Limitations and Strengths
The major strength of this study lies in the fact that it is one of the first studies in Abia State to assess the magnitude of disrespect and abuse in the State. However, a few limitations were observed in the study. Interviews were conducted with women whose last delivery was within six (6) weeks and this, therefore, may have introduced recall bias. Responses obtained could not be independently verified as respondents were more likely to report perceived desirable outcomes since they were being interviewed by nurses. Any misunderstanding of the questions in the questionnaire is a potential source of bias inherent with studies relying on self-report. Interviewer bias was reduced by training all the interviewers before carrying out this study.
Conclusion
The study found a high prevalence of facility-based disrespect and abuse of women during delivery in Abia State. Disrespect and abuse were experienced more in the rural area than in the urban centre. The perpetuation of disrespect and abuse among women during facility delivery over the years has led to its normalisation.

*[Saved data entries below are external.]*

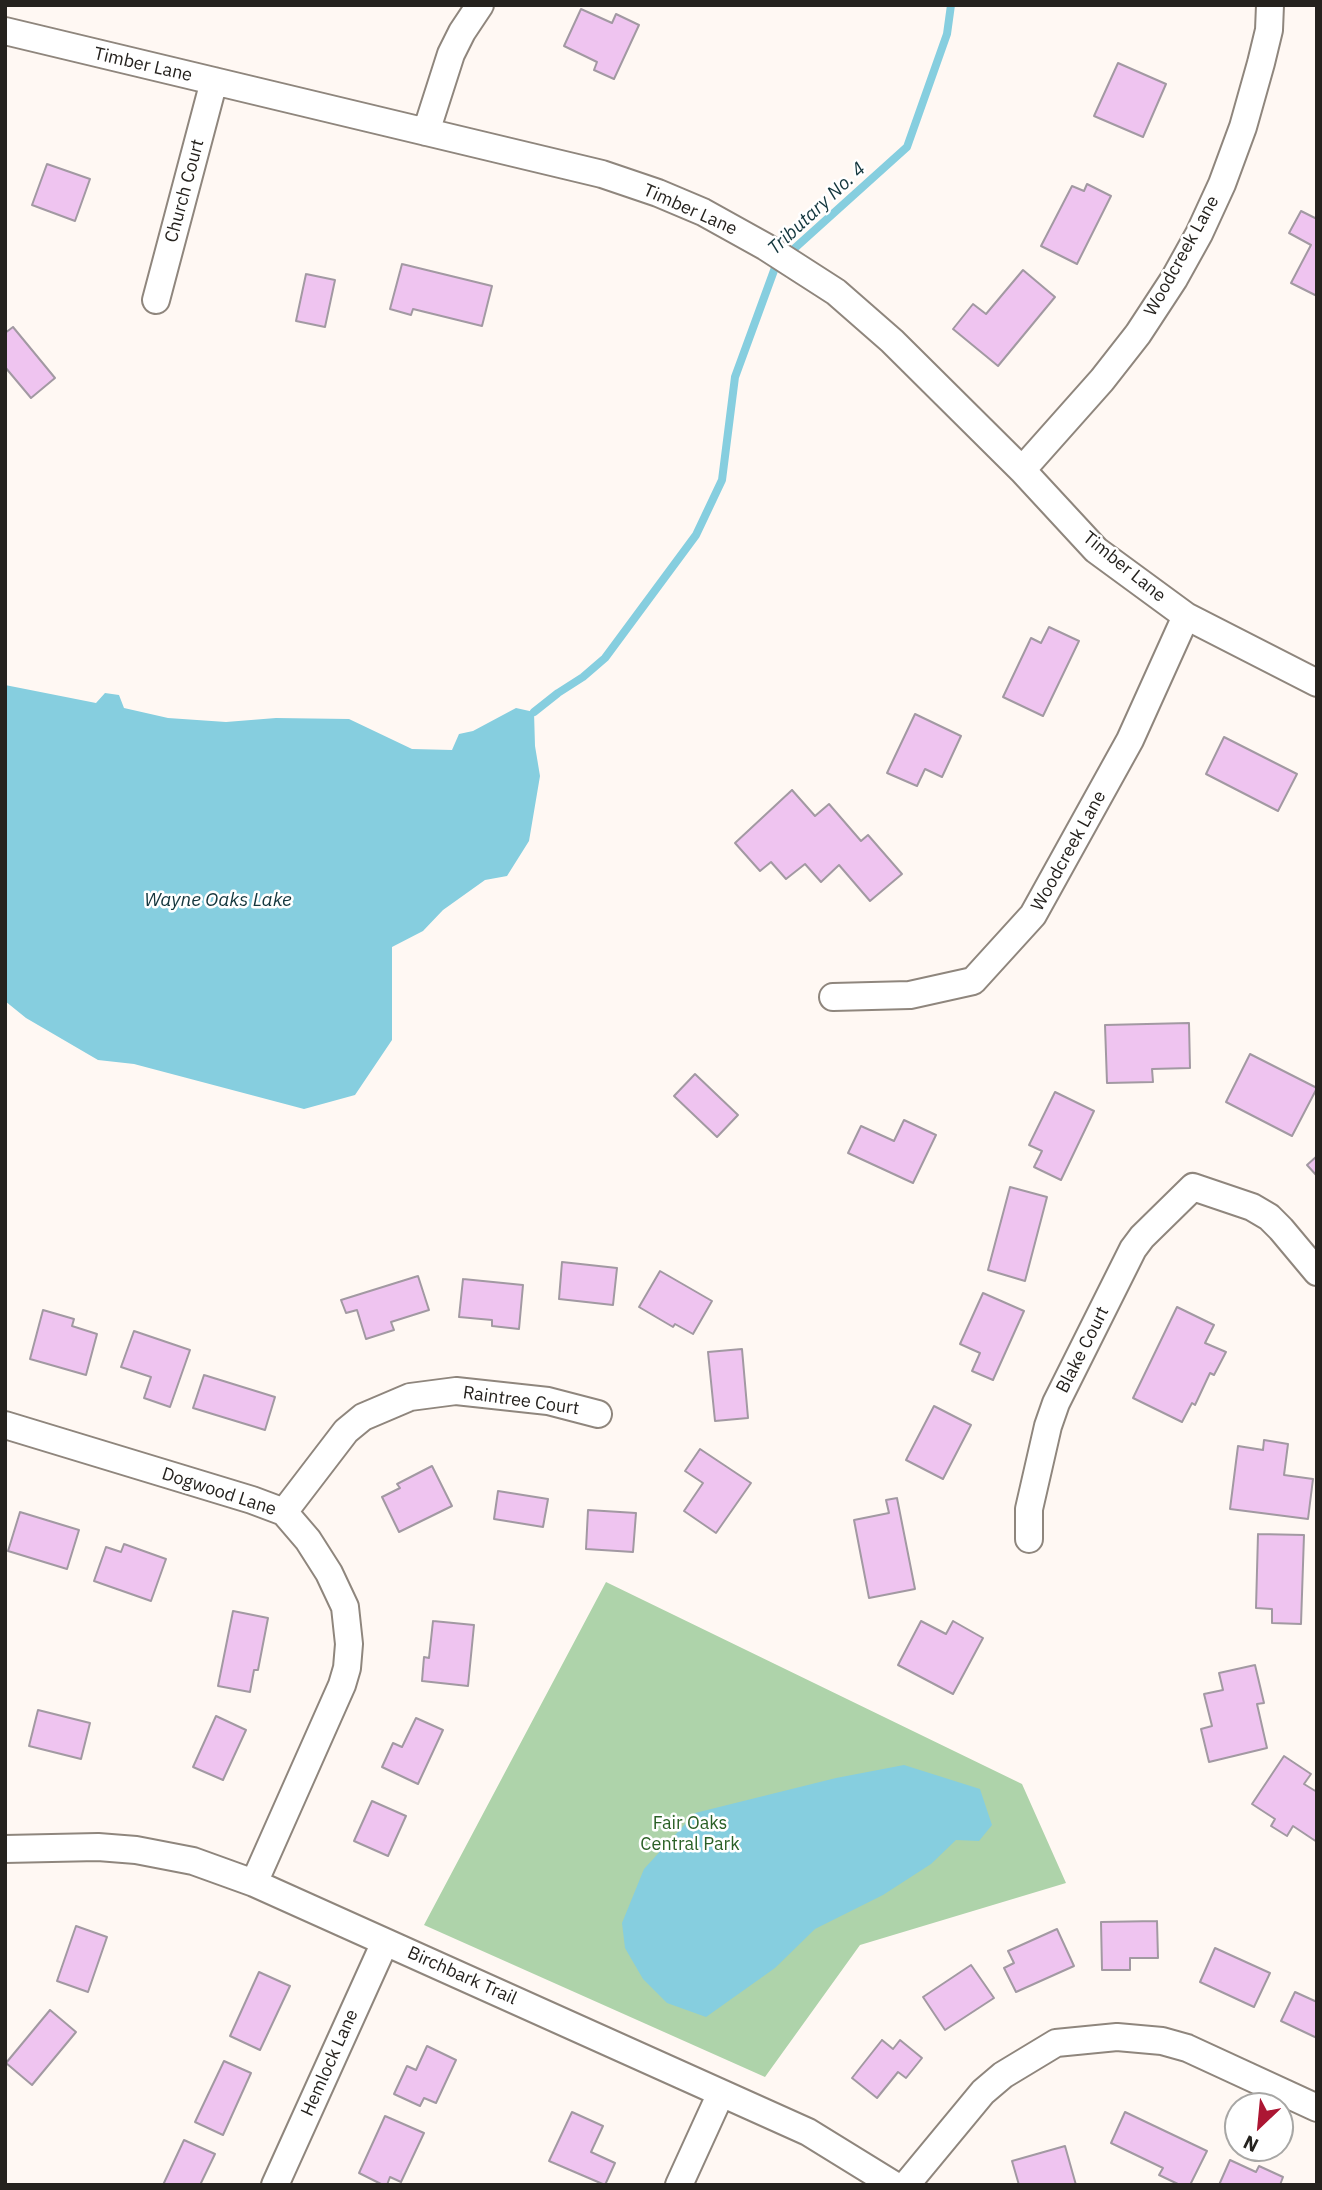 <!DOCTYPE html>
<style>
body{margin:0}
#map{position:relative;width:1322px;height:2190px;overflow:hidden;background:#fff8f3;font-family:"IBM Plex Sans",sans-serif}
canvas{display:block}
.frame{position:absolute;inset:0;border:7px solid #25221e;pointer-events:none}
.north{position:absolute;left:1224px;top:2092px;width:70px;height:70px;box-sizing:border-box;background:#fff;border:2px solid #a8a7a5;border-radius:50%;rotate:206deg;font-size:19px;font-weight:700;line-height:28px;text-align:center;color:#25221e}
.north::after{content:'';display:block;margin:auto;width:24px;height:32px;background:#ac1633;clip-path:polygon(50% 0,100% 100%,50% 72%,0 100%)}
</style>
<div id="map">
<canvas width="1322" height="2190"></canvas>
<div class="frame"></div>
<div class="north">N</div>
</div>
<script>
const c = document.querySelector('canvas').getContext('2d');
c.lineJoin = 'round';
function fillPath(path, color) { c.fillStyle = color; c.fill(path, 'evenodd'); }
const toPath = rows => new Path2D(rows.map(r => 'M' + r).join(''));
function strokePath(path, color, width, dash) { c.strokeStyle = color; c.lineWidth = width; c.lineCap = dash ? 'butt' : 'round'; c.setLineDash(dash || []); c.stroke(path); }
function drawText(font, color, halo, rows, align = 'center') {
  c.font = font + ' "IBM Plex Sans",sans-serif'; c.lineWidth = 5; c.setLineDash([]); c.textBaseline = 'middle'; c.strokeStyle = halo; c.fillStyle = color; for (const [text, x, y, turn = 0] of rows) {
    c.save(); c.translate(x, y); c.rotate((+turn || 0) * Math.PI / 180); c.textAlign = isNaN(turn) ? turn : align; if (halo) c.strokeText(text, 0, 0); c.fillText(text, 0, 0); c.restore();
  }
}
const green = toPath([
 [606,1582,1022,1784,1066,1883,860,1945,765,2077,424,1925]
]);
const water = toPath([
 [5,685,96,703,105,693,119,695,124,708,168,718,226,722,276,718,349,719,412,749,452,750,459,734,473,731,516,708,534,712,535,746,540,776,529,841,507,876,485,880,443,910,423,931,392,947,392,1040,355,1095,304,1109,134,1064,98,1060,26,1018,5,1001],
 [904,1765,980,1789,992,1825,979,1841,956,1840,931,1864,883,1895,815,1929,775,1968,706,2017,667,2003,643,1979,625,1948,622,1923,644,1869,695,1813,836,1778]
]);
const stream = toPath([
 [534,712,558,693,583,677,605,658,696,535,722,480,735,377,776,265,907,147,947,34,951,5]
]);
const building = toPath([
 [581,9,612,23,616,14,639,25,614,79,594,70,597,62,564,46,581,9],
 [1118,63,1166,84,1143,137,1094,116,1118,63],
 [47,164,90,179,75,221,32,205,47,164],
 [1087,184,1111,196,1077,264,1041,246,1072,186,1084,191,1087,184],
 [1301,211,1317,219,1317,296,1291,283,1311,245,1289,233,1301,211],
 [402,264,492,286,482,326,413,309,411,315,390,309,402,264],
 [1023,270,1055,297,998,366,953,329,973,304,986,314,1023,270],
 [306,274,335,280,325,327,296,321,306,274],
 [13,327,55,378,31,398,5,367,5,333,13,327],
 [1049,627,1079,641,1043,716,1003,697,1031,638,1041,643,1049,627],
 [915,714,961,736,942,777,925,769,917,786,887,773,915,714],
 [1224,737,1297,774,1278,811,1206,774,1224,737],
 [792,790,815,816,829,804,861,841,868,835,902,874,870,901,839,865,821,882,805,864,786,879,771,862,760,871,735,843,792,790],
 [1189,1023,1190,1068,1152,1069,1153,1082,1107,1083,1105,1025,1189,1023],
 [1250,1054,1317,1088,1292,1136,1226,1102,1250,1054],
 [695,1074,738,1115,717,1137,674,1096,695,1074],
 [1055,1092,1094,1111,1061,1180,1034,1167,1042,1151,1029,1145,1055,1092],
 [904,1120,936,1135,913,1183,848,1153,861,1126,894,1141,904,1120],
 [1317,1156,1317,1176,1307,1165,1317,1156],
 [1010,1187,1047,1197,1025,1281,988,1270,1010,1187],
 [562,1262,617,1268,613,1305,559,1299,562,1262],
 [660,1271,712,1301,693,1334,675,1324,673,1327,639,1307,660,1271],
 [418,1276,429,1310,391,1322,394,1330,366,1339,357,1310,346,1313,341,1300,418,1276],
 [463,1279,523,1285,519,1329,492,1326,492,1320,459,1317,463,1279],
 [983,1293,1024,1311,993,1380,972,1371,980,1353,960,1344,983,1293],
 [1177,1307,1214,1325,1205,1343,1226,1352,1214,1375,1210,1373,1195,1405,1192,1403,1182,1422,1133,1398,1177,1307],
 [43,1310,74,1319,72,1326,97,1334,86,1375,30,1359,43,1310],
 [134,1331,190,1350,170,1407,144,1398,151,1377,121,1367,134,1331],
 [742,1349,748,1418,715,1421,708,1352,742,1349],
 [204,1375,275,1397,265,1430,193,1408,204,1375],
 [934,1406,971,1425,943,1479,906,1460,934,1406],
 [1264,1440,1288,1444,1284,1475,1313,1479,1308,1519,1230,1509,1238,1446,1263,1450,1264,1440],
 [700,1449,751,1483,716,1533,684,1511,703,1483,685,1471,700,1449],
 [432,1466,452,1506,399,1532,382,1497,400,1488,397,1484,432,1466],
 [498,1491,548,1499,543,1527,494,1519,498,1491],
 [897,1498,915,1589,869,1598,854,1520,889,1513,886,1500,897,1498],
 [588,1510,636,1513,633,1552,586,1549,588,1510],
 [20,1512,79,1530,67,1569,8,1551,20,1512],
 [1258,1534,1304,1535,1301,1624,1272,1623,1272,1609,1256,1608,1258,1534],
 [124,1544,166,1559,151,1601,94,1581,106,1547,121,1552,124,1544],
 [233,1611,268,1618,258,1670,254,1670,250,1692,218,1686,233,1611],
 [433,1621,474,1625,468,1686,422,1681,424,1657,429,1658,433,1621],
 [921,1621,946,1634,953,1621,983,1638,953,1694,898,1665,921,1621],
 [1255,1665,1264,1703,1257,1704,1267,1748,1209,1762,1201,1729,1212,1726,1204,1694,1223,1690,1219,1673,1255,1665],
 [38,1710,90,1723,81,1759,29,1746,38,1710],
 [216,1716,246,1730,223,1780,193,1767,216,1716],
 [416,1718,443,1730,418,1784,382,1767,393,1743,402,1747,416,1718],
 [1284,1756,1311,1774,1304,1784,1317,1792,1317,1842,1293,1826,1287,1836,1271,1826,1275,1819,1252,1804,1284,1756],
 [372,1801,406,1816,388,1856,354,1841,372,1801],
 [1157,1921,1158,1958,1130,1958,1130,1970,1102,1970,1101,1922,1157,1921],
 [76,1926,107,1937,88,1992,57,1981,76,1926],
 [1057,1929,1074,1966,1016,1992,1004,1968,1014,1963,1008,1951,1057,1929],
 [1215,1948,1270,1973,1254,2007,1200,1982,1215,1948],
 [971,1965,994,1998,945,2030,923,1997,971,1965],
 [259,1972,290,1986,260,2050,230,2036,259,1972],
 [1295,1992,1317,2002,1317,2038,1281,2021,1295,1992],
 [50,2010,76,2032,32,2085,6,2063,50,2010],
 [882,2040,893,2049,900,2040,922,2058,906,2078,898,2072,877,2098,852,2078,882,2040],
 [427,2046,456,2060,436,2103,424,2098,420,2106,394,2094,407,2066,416,2070,427,2046],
 [224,2061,251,2073,223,2135,195,2122,224,2061],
 [572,2112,603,2126,591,2152,615,2163,605,2185,549,2161,572,2112],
 [1125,2112,1207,2151,1190,2185,1180,2185,1159,2175,1163,2168,1111,2143,1125,2112],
 [385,2116,424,2133,401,2182,390,2177,387,2185,383,2185,359,2173,385,2116],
 [184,2140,215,2154,200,2185,163,2185,184,2140],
 [1065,2146,1076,2185,1019,2185,1012,2161,1065,2146],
 [1230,2160,1256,2172,1259,2166,1283,2177,1280,2185,1219,2185,1230,2160]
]);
const minor = toPath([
 [5,31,602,174,658,193,703,212,766,247,836,292,892,341,1022,470,1096,550,1186,616,1317,683],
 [426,132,451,54,462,32,480,5],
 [156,300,214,81],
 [1022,470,1102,380,1138,334,1174,279,1199,234,1222,184,1243,127,1261,63,1269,30,1270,5],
 [833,997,910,995,973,981,1033,915,1130,740,1186,616],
 [5,1425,252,1500,284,1512,308,1540,329,1573,345,1607,349,1644,347,1668,342,1685,254,1883],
 [284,1512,346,1431,363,1417,410,1397,456,1391,548,1401,598,1414],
 [1029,1539,1029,1509,1048,1426,1056,1403,1133,1249,1142,1237,1193,1187,1252,1207,1269,1217,1281,1229,1317,1272],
 [5,1849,98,1847,136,1850,193,1861,254,1883,808,2132,894,2185],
 [275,2185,385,1942],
 [679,2185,721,2093],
 [906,2185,983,2092,1003,2075,1056,2043,1117,2037,1162,2041,1187,2048,1317,2108]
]);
const streetNames = [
 ["Timber Lane",143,65,13],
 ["Church Court",185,191,-75],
 ["Timber Lane",690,210,24],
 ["Woodcreek Lane",1182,256,-61],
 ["Timber Lane",1124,567,39],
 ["Woodcreek Lane",1069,851,-61],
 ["Blake Court",1083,1350,-63],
 ["Raintree Court",521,1401,8],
 ["Dogwood Lane",219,1492,18],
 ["Birchbark Trail",462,1976,24],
 ["Hemlock Lane",330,2063,-66]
];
const parkNames = [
 ["Fair Oaks",690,1824],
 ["Central Park",690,1845]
];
const waterNames = [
 ["Tributary No. 4",817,209,-43],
 ["Wayne Oaks Lake",218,901]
];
fillPath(green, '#aed3aa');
fillPath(water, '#86cedf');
strokePath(stream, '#86cedf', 8);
fillPath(building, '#efc4f0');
strokePath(building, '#a299a2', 2);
strokePath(minor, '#8f867d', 30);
strokePath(minor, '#fff', 26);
drawText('18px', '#25221e', '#fff', streetNames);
drawText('18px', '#2a6026', '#fff', parkNames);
drawText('italic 19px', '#13363d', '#fff', waterNames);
</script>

Consequently, it is imperative that the stakeholders should design and sustain public health enlightenment programmes on disrespect and abuse (especially among women residing in rural areas) and their fundamental rights to increase their awareness of respectful maternity care.
Acknowledgement
We sincerely thank the research assistants for their invaluable assistance and cooperation throughout the period of the study. We are also grateful to all the study participants as well as the staff of the postnatal clinics of the two healthcare facilities that were used for the study.